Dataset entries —
____

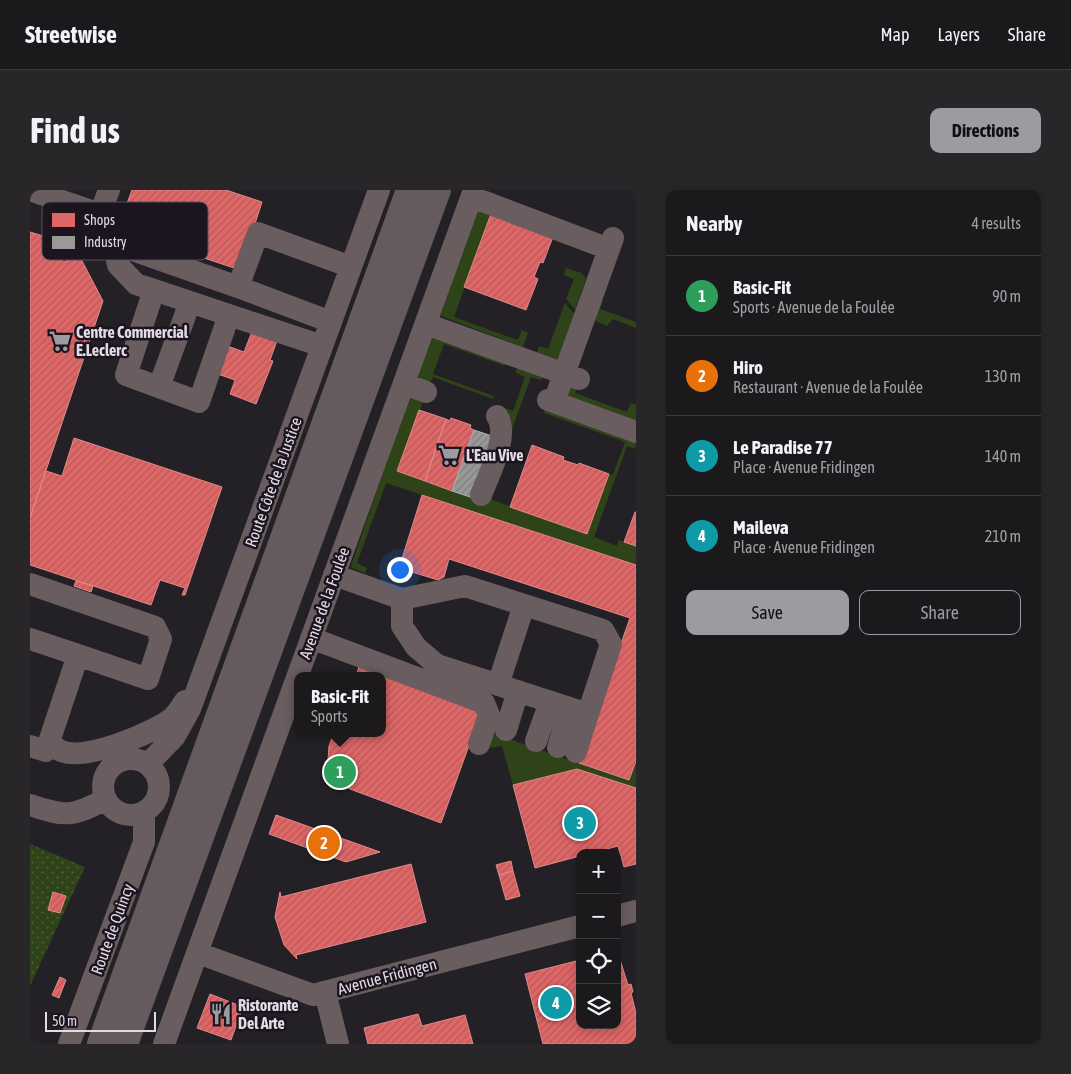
<!DOCTYPE html>
<meta charset="utf-8">
<style>
:root{--surface:#1b191c;--page:#282629;--text:#f1f3f6;--muted:#a0a0a3;--line:#39383b;--accent:#9e9aa2}
body{margin:0;font-family:"Asap Condensed",sans-serif;background:var(--page);color:var(--text)}
.controls{position:absolute;right:15px;bottom:15px;display:grid;overflow:hidden;border-radius:10px;box-shadow:0 2px 12px #0003}
.controls button{width:45px;height:45px;display:grid;place-items:center;padding:0;border:0;border-bottom:1px solid var(--line);background:var(--surface);color:var(--text);font:25px sans-serif}
.scale{position:absolute;left:15px;bottom:12px;width:111px;box-sizing:border-box;padding-left:5px;border:2px solid #e0dbe4;border-top:0;font-size:14px;line-height:18px;white-space:nowrap;color:#e0dbe4;-webkit-text-stroke:4px #1c1520;paint-order:stroke}
.you{position:absolute;left:369px;top:379px;width:18px;height:18px;margin:-12px;border:4px solid #fff;border-radius:50%;background:#1a73e8;box-shadow:0 0 0 8px #1a73e833}
.badge{display:grid;place-items:center;width:32px;height:32px;border-radius:50%;background:var(--accent);color:#fff;font-size:16px;font-weight:700}
.pin{position:absolute;translate:-50% -50%;border:2px solid #fff;box-shadow:0 1px 5px #0006}
.popup{position:absolute;left:264px;top:482px;width:92px;height:65px;box-sizing:border-box;display:grid;place-content:center;border-radius:10px;background:var(--surface);filter:drop-shadow(0 1px 4px #0005);font-size:16px;white-space:nowrap;color:var(--muted)}
.popup b{font-size:19px;color:var(--text)}
.popup::after{content:'';position:absolute;left:50%;top:100%;margin-left:-10px;border:10px solid transparent;border-top-color:var(--surface)}
.list{margin:0;padding:0;list-style:none}
h2{display:flex;justify-content:space-between;align-items:center;height:65px;margin:0;padding:0 20px;font-size:21px}
h2 small{font-size:16px;font-weight:400;color:var(--muted)}
.list li{display:grid;grid-template-columns:32px 1fr auto;gap:15px;align-items:center;box-sizing:border-box;height:80px;padding:0 20px;border-top:1px solid var(--line)}
.list b{display:block;font-size:19px;white-space:nowrap}
.list p{margin:0;font-size:16px;white-space:nowrap;color:var(--muted)}
.list em{font-size:16px;font-style:normal;color:var(--muted)}
.actions{display:flex;gap:10px;padding:15px 20px}
.actions a{flex:1;padding:11px 0;border:1px solid var(--accent);border-radius:10px;text-align:center;font-size:18px;color:var(--accent)}
.actions .main{background:var(--accent);color:#111}
.icon{flex:none;width:28px;height:28px;fill:none;stroke:currentColor;stroke-width:2;stroke-linecap:round;stroke-linejoin:round}
.map{position:relative;flex:none;width:606px;height:854px;overflow:hidden;border-radius:10px}
header{display:flex;align-items:center;gap:30px;box-sizing:border-box;height:70px;padding:0 25px;background:var(--surface);border-bottom:1px solid var(--line)}
header strong{font-size:24px}
nav{display:flex;gap:28px;margin-inline-start:auto;font-size:18px}
.intro{display:flex;align-items:center;justify-content:space-between;box-sizing:border-box;height:120px;padding:0 30px}
h1{margin:0;font-size:35px}
.button{padding:12px 22px;border-radius:10px;background:var(--accent);color:#111;font-size:18px;font-weight:700}
main{display:flex;gap:30px;padding:0 30px}
aside{flex:1;background:var(--surface);border-radius:10px;box-shadow:0 2px 12px #0003}
.map>svg:first-child{display:block}
.green{fill:#2e4418}
.park{fill:url(#park-dots)}
.shops{fill:url(#shops-hatch);stroke:#e0898c}
.industry{fill:url(#industry-hatch);stroke:#aeadb0}
.lines{fill:none;stroke-linecap:round;stroke-linejoin:round}
.minor{stroke:#695d5f;stroke-width:22}
.highway{stroke:#655a5d;stroke-width:28}
.labels{text-anchor:middle;dominant-baseline:central;stroke-width:5;stroke-linejoin:round;paint-order:stroke}
.poi-label{font-size:16px;font-weight:bold;fill:#e0dbe4;stroke:#1c1520;text-anchor:start}
.street-label{font-size:16px;fill:#e0dbe4;stroke:#1c1520}
.key{fill:#1c1520;stroke:#57505b;stroke-width:1}
.key-label{font-size:14px;fill:#e0dbe4}
</style>
<header>
<strong>Streetwise</strong>
<nav><a>Map</a><a>Layers</a><a>Share</a></nav>
</header>
<div class="intro"><h1>Find us</h1><a class="button">Directions</a></div>
<main>
<div class="map">
<svg width="606" height="854" viewBox="0 0 606 854">
<defs>
<pattern id="park-dots" width="8" height="8" patternUnits="userSpaceOnUse" patternTransform="scale(1.25)"><rect width="8" height="8" fill="#2e4418"/><path d="M2 2h.1M6 6h.1" fill="none" stroke="#4c5e39" stroke-width="1.8" stroke-linecap="round"/></pattern>
<pattern id="shops-hatch" width="6" height="6" patternUnits="userSpaceOnUse" patternTransform="scale(1.25)"><rect width="6" height="6" fill="#e06666"/><path d="M-1 1l2-2M0 6l6-6M5 7l2-2" fill="none" stroke="#b15b5c"/></pattern>
<pattern id="industry-hatch" width="6" height="6" patternUnits="userSpaceOnUse" patternTransform="scale(1.25)"><rect width="6" height="6" fill="#999"/><path d="M-1 1l2-2M0 6l6-6M5 7l2-2" fill="none" stroke="#7f7f80"/></pattern>
</defs>
<rect width="100%" height="100%" fill="#242126"/>
<path class="green" d="M448 16 462 21 424 127 488 150 492 140 498 143 493 157 411 126 410 122Z
M536 78 551 83 556 88 545 120 536 109 544 89 534 85Z
M573 110 570 119 606 132V138L583 129 577 136 566 131 563 125 569 111Z
M535 113 544 124 529 168 527 169 507 162 509 156 518 159Z
M403 145 473 167 475 176 414 154 403 184 464 206 463 209 403 187 399 195 387 187Z
M493 175 513 186 511 190 501 187 457 308 557 344 579 284 583 285 595 252 514 223 516 216 606 252 605 259 597 256 564 347 587 356 589 350 606 356V375L356 293 327 373 337 378 335 383 322 378 321 376 378 210 382 207 394 209 368 281 454 312 474 218 483 221 495 187 486 183V180Z
M540 191 548 194 545 203 597 222 601 213 606 215V234L538 209 536 203Z
M464 544 599 590 606 571V598L547 579 483 595 472 556 459 558Z"/>
<path class="park" d="M0 654 55 677 0 796Z"/>
<path class="shops" d="M102 0H196L232 12 210 80 99 43 103 30 92 27Z
M462 21 524 44 513 73 510 72 504 87 508 89 496 120 434 97Z
M0 42 20 48 15 65 36 72 39 63 50 67 73 111 0 328Z
M223 139 248 148 240 170 243 171 226 214 200 204 205 190 182 182 192 154 214 162Z
M389 220 416 229 395 291 367 281Z
M421 228 441 235 440 238 444 240 422 301 395 291 416 229 420 231Z
M44 248 192 297 155 405H152L155 398 130 390 121 415 0 375V328L16 281 32 286Z
M502 255 534 267 533 270 548 275 549 273 579 284 557 344 480 317Z
M392 305 606 375V571L599 590 549 573 600 428 419 369 414 387 408 390 369 378Z
M605 322H606V356L594 352Z
M46 391 63 396 61 402 44 396Z
M331 471 446 517 450 525 411 633 320 599 309 592 301 581 298 570 299 556 304 543H352V486H326Z
M547 579 606 598V674L594 677 588 656 562 663H550V666L505 678 483 595Z
M246 625 263 631 350 662 316 672 239 644Z
M481 671 483 681 469 685 466 675Z
M381 674 396 732 266 765 267 769 254 755 245 727 250 702 251 707Z
M483 681 490 706 476 710 469 685Z
M23 702 36 706 30 723 18 720Z
M587 760 598 795 601 794 603 802 601 803 606 823V854H513L495 784 550 770V835H587Z
M30 787 36 790 29 808 22 805Z
M180 804 213 817 208 831 212 833 211 837 206 836 201 850 167 838Z
M388 824 392 836 435 825 443 854H338L334 838Z"/>
<path class="industry" d="M444 240 465 247 443 308 422 301Z"/>
<g class="lines">
<path class="minor" d="M0 0 70 24
M442 7 579 59
M70 24 82 47 97 58 208 97
M70 24 79 0
M82 47 88 75 106 94 292 156
M124 100 96 185 169 212 199 125
M301 132 208 97 228 43 321 77
M396 134 549 189
M375 194 396 202
M129 197 160 112
M518 210 606 242
M524 212 583 48
M451 305C459 284 480 245 467 226
M304 385 372 409 435 396 573 440 581 454 558 524 407 475 386 457 372 436V409
M0 394 125 437 131 449 118 489 48 465 16 561 0 556
M281 448 454 513 459 525 449 554
M0 449 48 465
M468 495 494 415
M476 540 488 501
M506 551 520 512
M18 553C22 555 27 559 31 561 56 571 120 544 141 529 146 525 151 517 155 511
M528 557 540 519
M546 562 558 524
M73 597a28 28 0 1 1 56 0a28 28 0 1 1-56 0Z
M118 574 145 546 160 519 349 0
M0 615C36 627 42 627 76 609
M587 726 606 721
M168 763 283 805 550 736
M295 802 308 854
M39 854 114 652V622
M134 854 444 0"/>
<path class="highway" d="M71 854 380 0
M94 854 407 0"/>
</g>
<defs>
<g id="supermarket-bare" transform="scale(1.725)"><path d="M-6-5.5h2.5l.6 2H6L4.5 2H-2.5L-4.4-4H-6ZM-1.5 3.2a1.3 1.3 0 1 0 .1 0ZM3 3.2a1.3 1.3 0 1 0 .1 0Z" fill="#9e9aa2" stroke="#1c1520" stroke-width="2.5" paint-order="stroke"/></g>
<g id="restaurant-bare" transform="scale(1.725)"><path d="M-5-6h1v4h1v-4h1v4h1v-4h1v5L-1.5 .5V6h-2V.5L-5-1ZM5-6V6H3V1.5H1.5Q1.5-4 5-6Z" fill="#9e9aa2" stroke="#1c1520" stroke-width="2.5" paint-order="stroke"/></g>
</defs>
<g fill-rule="evenodd">
<use href="#supermarket-bare" x="30" y="151"/>
<use href="#supermarket-bare" x="419" y="265"/>
<use href="#restaurant-bare" x="191" y="824"/>
</g>
<g class="labels">
<g class="poi-label">
<text x="46" y="142">Centre Commercial<tspan x="46" dy="18">E.Leclerc</tspan></text>
<text x="436" y="265">L'Eau Vive</text>
<text x="208" y="815">Ristorante<tspan x="208" dy="18">Del Arte</tspan></text>
</g>
<g class="street-label">
<text transform="translate(243 292) rotate(-70)">Route Côte de la Justice</text>
<text transform="translate(294 413) rotate(-70)">Avenue de la Foulée</text>
<text transform="translate(82 739) rotate(-70)">Route de Quincy</text>
<text transform="translate(357 786) rotate(-15)">Avenue Fridingen</text>
</g>
</g>
<rect x="12" y="12" width="166" height="58" rx="8" class="key"/>
<rect x="22" y="23" width="23" height="14" fill="#e06666"/>
<rect x="22" y="46" width="23" height="13" fill="#999"/>
<g class="key-label">
<text x="54" y="35">Shops</text>
<text x="54" y="57">Industry</text>
</g>
</svg>
<div class="controls">
<button>+</button>
<button>−</button>
<button><svg class="icon" aria-label="locate" viewBox="0 0 24 24"><circle cx="12" cy="12" r="6"/><path d="M12 2v4M12 18v4M2 12h4M18 12h4"/></svg></button>
<button><svg class="icon" aria-label="layers" viewBox="0 0 24 24"><path d="M12 4l9 5-9 5-9-5zM3 14l9 5 9-5"/></svg></button>
</div>
<div class="scale">50 m</div>
<div class="you"></div>
<div class="pin badge" style="left:310px;top:582px;background:#2e9e5b">1</div>
<div class="popup"><b>Basic-Fit</b>Sports</div>
<div class="pin badge" style="left:294px;top:653px;background:#e8710a">2</div>
<div class="pin badge" style="left:550px;top:633px;background:#0f9aa8">3</div>
<div class="pin badge" style="left:526px;top:813px;background:#0f9aa8">4</div>
</div>
<aside>
<h2>Nearby<small>4 results</small></h2>
<ul class="list">
<li><span class="badge" style="background:#2e9e5b">1</span><div><b>Basic-Fit</b><p>Sports · Avenue de la Foulée</p></div><em>90 m</em></li>
<li><span class="badge" style="background:#e8710a">2</span><div><b>Hiro</b><p>Restaurant · Avenue de la Foulée</p></div><em>130 m</em></li>
<li><span class="badge" style="background:#0f9aa8">3</span><div><b>Le Paradise 77</b><p>Place · Avenue Fridingen</p></div><em>140 m</em></li>
<li><span class="badge" style="background:#0f9aa8">4</span><div><b>Maileva</b><p>Place · Avenue Fridingen</p></div><em>210 m</em></li>
</ul>
<div class="actions"><a class="main">Save</a><a>Share</a></div>
</aside>
</main>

____

Exact repeats of the lines from the first one in the data through the line containing "solid #fff;border-radius:50%;background:#1a73e8;box-shadow:0 0" make up the answer. Pictures do not.

<!DOCTYPE html>
<meta charset="utf-8">
<style>
:root{--surface:#1b191c;--page:#282629;--text:#f1f3f6;--muted:#a0a0a3;--line:#39383b;--accent:#9e9aa2}
body{margin:0;font-family:"Asap Condensed",sans-serif;background:var(--page);color:var(--text)}
.controls{position:absolute;right:15px;bottom:15px;display:grid;overflow:hidden;border-radius:10px;box-shadow:0 2px 12px #0003}
.controls button{width:45px;height:45px;display:grid;place-items:center;padding:0;border:0;border-bottom:1px solid var(--line);background:var(--surface);color:var(--text);font:25px sans-serif}
.scale{position:absolute;left:15px;bottom:12px;width:111px;box-sizing:border-box;padding-left:5px;border:2px solid #e0dbe4;border-top:0;font-size:14px;line-height:18px;white-space:nowrap;color:#e0dbe4;-webkit-text-stroke:4px #1c1520;paint-order:stroke}
.you{position:absolute;left:369px;top:379px;width:18px;height:18px;margin:-12px;border:4px solid #fff;border-radius:50%;background:#1a73e8;box-shadow:0 0 0 8px #1a73e833}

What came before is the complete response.